[Exercise requirements] Show each line of the data below that has the string "rule" in it.

[Records excerpted from a collection]
▬▬▬

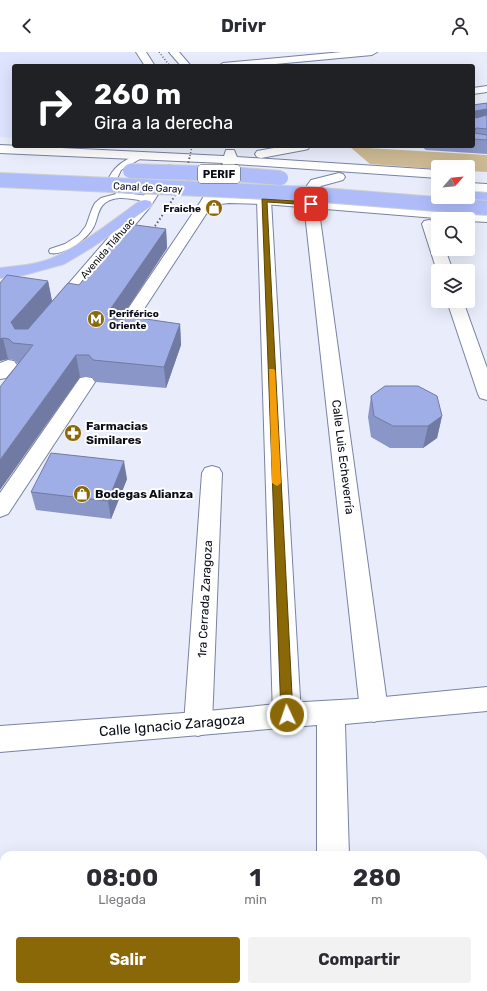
<!DOCTYPE html>
<html lang="es">
<head>
<meta charset="utf-8">
<style>
	body { margin:0; font-family:Rubik,sans-serif; background:#f2f2f3; color:#2b2b33; height:100vh; display:flex; flex-direction:column; font-size:15px; white-space:nowrap }
	* { box-sizing:border-box; margin:0 }
	p { font-size:13px; color:#7c7c81 }
	.icon { flex:none; width:22px; height:22px; fill:none; stroke:currentColor; stroke-width:2; stroke-linecap:round; stroke-linejoin:round }
	.map { position:relative; flex:1; overflow:hidden }
	.panel { position:absolute; left:0px; top:799px; width:487px; height:140px; display:flex; flex-direction:column; background:#fff; border-radius:12px 12px 0 0; box-shadow:0 4px 16px #0002 }
	.panel>* { flex:none }
	.guide { position:absolute; left:12px; top:12px; width:463px; height:84px; border-radius:4px; box-shadow:0 4px 16px #0002; background:#202124; color:#fff; overflow:hidden }
	.needle { width:26px; rotate:63deg }
	.buttons { position:absolute; left:431px; top:108px; display:grid; gap:8px }
	.buttons a { display:grid; place-items:center; width:44px; height:44px; border-radius:4px; background:#fff; box-shadow:0 4px 16px #0002; font-size:20px }
	.pin { position:absolute; display:grid; place-items:center; width:34px; height:34px; color:#fff; margin:-17px; border-radius:8px; box-shadow:0 2px 6px #0006 }
	.me { position:absolute; width:44px; margin:-22px; rotate:357deg; stroke-linejoin:round; filter:drop-shadow(0 0 3px #0008) }
	.turn { display:flex; align-items:center; gap:14px; height:84px; padding:0 16px; font-size:18px }
	.turn .icon { width:52px; height:52px; stroke-width:2.5 }
	.turn b { display:block; font-size:28px; line-height:34px }
	.eta { display:flex; justify-content:space-evenly; align-items:center; height:68px; text-align:center }
	.eta b { font-size:24px; font-weight:700; line-height:28px }
	.action { display:flex; gap:8px; margin-top:auto; padding:8px 16px }
	.action a { flex:1; height:46px; border-radius:4px; background:#8a6807; color:#fff; font-size:16px; font-weight:700; line-height:46px; text-align:center }
	.action a+a { background:#f2f2f3; color:#2b2b33 }
	header { display:flex; justify-content:space-between; align-items:center; height:52px; padding:0 16px; background:#fff; font-size:18px; font-weight:700 }
	.map>svg:first-child { display:block }
	.built { fill:#dee4fe }
	.green { fill:#cdba94 }
	.lines { fill:none; stroke-linecap:round; stroke-linejoin:round }
	.service-casing { stroke:#7a82a2; stroke-width:2 }
	.minor-casing { stroke:#7a82a2; stroke-width:2 }
	.tertiary-casing { stroke:#7a82a2; stroke-width:2 }
	.secondary-casing { stroke:#7a82a2; stroke-width:2 }
	.trunk-casing { stroke:#cecfd1; stroke-width:2 }
	.service { fill:#fff; fill-rule:evenodd }
	.minor { fill:#fff; fill-rule:evenodd }
	.tertiary { fill:#fff; fill-rule:evenodd }
	.secondary { fill:#fff; fill-rule:evenodd }
	.trunk { fill:#aebcfa; fill-rule:evenodd }
	.rail-far1 { stroke:#5f626e; stroke-width:1.5; stroke-dasharray:1 2; stroke-linecap:butt }
	.rail { stroke:#5f626e; stroke-width:2; stroke-dasharray:1.5 2.5; stroke-linecap:butt }
	.trunk-bridge-casing { stroke:#cecfd1; stroke-width:16; stroke-linecap:butt }
	.trunk-bridge { stroke:#aebcfa; stroke-width:14 }
	.wall { fill:#8a96c7 }
	.shaded-wall { fill:#707aa2 }
	.building { fill:#a0aee7; stroke:#707aa2 }
	.route { fill:#8a6807; stroke:#5a4405 }
	.slow { fill:#f59e0b }
	.labels { text-anchor:middle; stroke-width:4; stroke-linejoin:round; paint-order:stroke }
	.far-street-label { font-size:10px; fill:#0a0d18; stroke:#fff }
	.far-poi-label { font-size:10px; font-weight:bold; fill:#0a0d18; stroke:#fff; text-anchor:end }
	.shield { fill:#fff; stroke:#54565d; stroke-width:1 }
	.shield-label { font-size:11px; font-weight:bold; fill:#0a0d18 }
	.poi-label { font-size:12px; font-weight:bold; fill:#0a0d18; stroke:#fff; text-anchor:start }
	.street-label { font-size:12px; fill:#0a0d18; stroke:#fff }
	.near-street-label { font-size:14px; fill:#0a0d18; stroke:#fff }
</style>
</head>
<body>
<header><svg class="icon" aria-label="back" viewBox="0 0 24 24"><path d="M15 5l-7 7 7 7"/></svg>Drivr<svg class="icon" aria-label="person" viewBox="0 0 24 24"><circle cx="12" cy="8" r="4"/><path d="M4 21q1-7 8-7t8 7"/></svg></header>
<div class="map">
<svg width="487" height="939" viewBox="0 0 487 939">
	<rect width="100%" height="100%" fill="#e9edfb"/>
	<path class="built" d="M0,0H134L143,14H14V86L0,85Z"/>
	<path class="green" d="M350,95L487,103V120L468,119V115H438V117L370,112Z"/>
	<g class="lines">
		<g class="service-casing">
			<g id="service">
				<path d="M138,102H141L145,104L121,118L115,131L123,141L150,144H153V148C137,151 120,140 105,151C97,157 98,168 93,176C87,187 64,204 50,201L49,199L50,197L65,192L79,183L86,174L92,157L95,151L101,146L116,142L107,131C112,115 123,109 138,102Z"/>
				<path d="M487,847V867L483,868V848Z"/>
			</g>
		</g>
		<g class="minor-casing">
			<g id="minor">
				<path d="M342,0H377L372,3L254,14H218L223,11Z"/>
				<path d="M487,34V40L473,42V36Z"/>
				<path d="M264,144L269,145L271,148L301,663L297,672L287,675L277,672L273,663L257,148L259,145Z"/>
				<path d="M311,148L316,149L318,152L388,658L384,666L374,670L364,666L360,658L304,152L306,149Z"/>
				<path d="M429,168L434,169C440,177 438,187 438,197H445L453,219H437L422,172L424,169Z"/>
				<path d="M447,249H463L487,316V348L480,346L478,342Z"/>
				<path d="M212,414L219,416L222,421L212,672L208,681L198,684L188,681L184,672L202,421L205,416Z"/>
			</g>
		</g>
		<g class="tertiary-casing">
			<g id="tertiary">
				<path d="M487,635V659L345,672L349,803H317V673L0,700V674L198,660L287,651L374,646Z"/>
				<rect x="317" y="935" width="34" height="4"/>
			</g>
		</g>
		<g class="secondary-casing">
			<g id="secondary">
				<path d="M136,0H146L155,14H145Z"/>
				<path d="M169,0H179L191,14H181Z"/>
				<path d="M0,93L224,104L226,98H234L237,105L438,118V126L235,112L217,144H264L309,148L303,139L311,128L339,121L343,122L345,125L343,128L321,134L317,139L320,144L329,149L487,162V170L468,169V167H448L264,152L229,151L212,153L125,286L119,287L113,286L111,282L201,149L223,111L0,101Z"/>
				<path d="M285,94H310L308,97L304,98L261,106L257,105L255,102L257,99Z"/>
				<path d="M169,113L173,114L175,117L170,124L204,117L208,118L210,121L208,124L164,133L150,155L63,258L57,260L51,258L49,255L51,252L140,149L165,114Z"/>
				<path d="M468,131L487,132V140L468,139Z"/>
				<path d="M8,308L14,309L17,313L6,326L0,327V311Z"/>
				<path d="M86,325L92,326L95,330L8,462L0,465V441L80,326Z"/>
			</g>
		</g>
		<g class="trunk-casing">
			<g id="trunk">
				<path d="M468,139L487,141V149L463,146L468,145Z"/>
				<path d="M145,148L150,149L152,152L150,155L91,196L64,212L24,223L0,226V216C18,214 38,213 55,205C85,191 113,168 140,149Z"/>
			</g>
		</g>
		<use href="#service" class="service"/>
		<use href="#minor" class="minor"/>
		<use href="#tertiary" class="tertiary"/>
		<use href="#secondary" class="secondary"/>
		<use href="#trunk" class="trunk"/>
		<g class="rail-far1">
			<path d="M159,0L170,14"/>
			<path d="M190,104L192,94"/>
		</g>
		<path class="rail" d="M148,184C166,158 184,135 190,103"/>
		<g class="trunk-bridge-casing">
			<g id="trunk-bridge">
				<path d="M130,119L232,122L281,126"/>
				<path d="M0,128L310,142L487,156"/>
			</g>
		</g>
		<use href="#trunk-bridge" class="trunk-bridge"/>
	</g>
	<g class="wall">
		<path d="M487,51V102L426,98L421,94H473V53Z"/>
		<path d="M166,177L167,196L120,267L180,272L181,293L166,336L96,330L92,325H80L18,312L14,308L8,307L0,309V231L48,229L52,249L79,233Z"/>
		<path d="M371,344L442,364L437,386L423,396H390L371,385L368,365Z"/>
		<path d="M127,427L111,467L36,458L31,440Z"/>
	</g>
	<g class="shaded-wall">
		<path d="M487,57V71L473,73L475,59Z"/>
		<path d="M476,76L474,87H473V79Z"/>
		<path d="M166,177L167,196L110,283L107,262Z"/>
		<path d="M48,229L52,249L16,291L11,270Z"/>
		<path d="M180,272L181,293L166,336L164,315Z"/>
		<path d="M3,286L8,307L0,309V287Z"/>
		<path d="M76,303L80,325L0,438V408Z"/>
		<path d="M442,364L437,386L423,396L428,374Z"/>
		<path d="M124,409L127,427L111,467L108,449Z"/>
	</g>
	<g class="building">
		<path d="M487,51V57L475,59L474,64L476,66L487,63V77L476,76L473,79V53Z"/>
		<path d="M473,81H474L487,83V88L473,87Z"/>
		<path d="M128,172L166,177L107,262L110,267L116,268L123,267L125,264L180,272L164,315L93,308L89,303H76L0,408V335L33,293L13,291L9,287L3,286L0,287V231L7,223L48,229L11,270L15,277H28L68,231L79,233Z"/>
		<path d="M385,334H418L437,344L442,364L428,374H393L374,364L371,344Z"/>
		<path d="M51,401L124,409L108,449L31,440Z"/>
	</g>
	<path class="route" d="M262,147L311,150L314,152L311,153L267,150L293,663L291,667L287,668L283,667L281,663Z"/>
	<path class="slow" d="M269,317H274L275,319L281,431L277,434L272,431Z"/>
	<defs>
		<g id="shop-disc" transform="scale(0.9)"><circle r="9.5" fill="#8a6807" stroke="#fff"/><path d="M-5-2.5h2.3a2.7 3.5 0 0 1 5.4 0H5L5.5 6h-11ZM-1.5-2.5h3a1.5 2.3 0 0 0-3 0Z" fill="#fff"/></g>
		<g id="metro-disc" transform="scale(0.9)"><circle r="9.5" fill="#8a6807" stroke="#fff"/><path d="M-5.5 5V-5H-3L0 0L3-5H5.5V5H3V-.5L0 4L-3-.5V5Z" fill="#fff"/></g>
		<g id="pharmacy-disc" transform="scale(0.9)"><circle r="9.5" fill="#8a6807" stroke="#fff"/><path d="M-2-6h4v4h4v4h-4v4h-4v-4h-4v-4h4Z" fill="#fff"/></g>
	</defs>
	<g fill-rule="evenodd">
		<use href="#shop-disc" x="214" y="156"/>
		<use href="#metro-disc" x="96" y="267"/>
		<use href="#pharmacy-disc" x="73" y="381"/>
		<use href="#shop-disc" x="82" y="442"/>
	</g>
	<g class="labels">
		<g class="far-street-label">
			<text transform="translate(148 135) rotate(3)" y="4">Canal de Garay</text>
			<text transform="translate(107 196) rotate(-49)" y="4">Avenida Tláhuac</text>
		</g>
		<g class="far-poi-label">
			<text x="201" y="160">Fraiche</text>
			<text x="109" y="265" text-anchor="start">Periférico<tspan x="109" dy="12">Oriente</tspan></text>
		</g>
		<rect class="shield" x="198" y="113" width="42" height="18" rx="3"/>
		<g class="shield-label">
			<text x="219" y="126">PERIF</text>
		</g>
		<g class="poi-label">
			<text x="86" y="378">Farmacias<tspan x="86" dy="14">Similares</tspan></text>
			<text x="95" y="446">Bodegas Alianza</text>
		</g>
		<g class="street-label">
			<text transform="translate(343 405) rotate(83)" y="4">Calle Luis Echeverría</text>
			<text transform="translate(205 547) rotate(-87)" y="4">1ra Cerrada Zaragoza</text>
		</g>
		<g class="near-street-label">
			<text transform="translate(172 673) rotate(-5)" y="5">Calle Ignacio Zaragoza</text>
		</g>
	</g>
</svg>
<div class="buttons">
<a><svg class="needle" viewBox="-14 -14 28 28"><path d="M0-13l5 13h-10z" fill="#e53935"/><path d="M0 13l5-13h-10z" fill="#7c7c81"/></svg></a>
<a><svg class="icon" aria-label="search" viewBox="0 0 24 24"><circle cx="10" cy="10" r="6"/><path d="M15 15l6 6"/></svg></a>
<a><svg class="icon" aria-label="layers" viewBox="0 0 24 24"><path d="M12 4l9 5-9 5-9-5zM3 14l9 5 9-5"/></svg></a>
</div>
<div class="pin" style="left:311px;top:152px;background:#d93025"><svg class="icon" aria-label="arrive" viewBox="0 0 24 24"><path d="M6 21V4h12l-3 4 3 4H6"/></svg></div>
<svg class="me" style="left:287px;top:663px" viewBox="-20 -20 40 40"><circle r="17" fill="#8a6807" stroke="#fff" stroke-width="3"/><path d="M0-11L8 9 0 5-8 9z" fill="#fff"/></svg>
<div class="guide">
<div class="turn"><svg class="icon" aria-label="right" viewBox="0 0 24 24"><path d="M7 20v-9h11M14 6l5 5-5 5"/></svg><div><b>260 m</b>Gira a la derecha</div></div>
</div>
<section class="panel">
<div class="eta">
<div><b>08:00</b><p>Llegada</p></div>
<div><b>1</b><p>min</p></div>
<div><b>280</b><p>m</p></div>
</div>
<div class="action"><a>Salir</a><a>Compartir</a></div>
</section>
</div>
</body>
</html>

▬▬▬

[Solved problem]
	.service { fill:#fff; fill-rule:evenodd }
	.minor { fill:#fff; fill-rule:evenodd }
	.tertiary { fill:#fff; fill-rule:evenodd }
	.secondary { fill:#fff; fill-rule:evenodd }
	.trunk { fill:#aebcfa; fill-rule:evenodd }
	<g fill-rule="evenodd">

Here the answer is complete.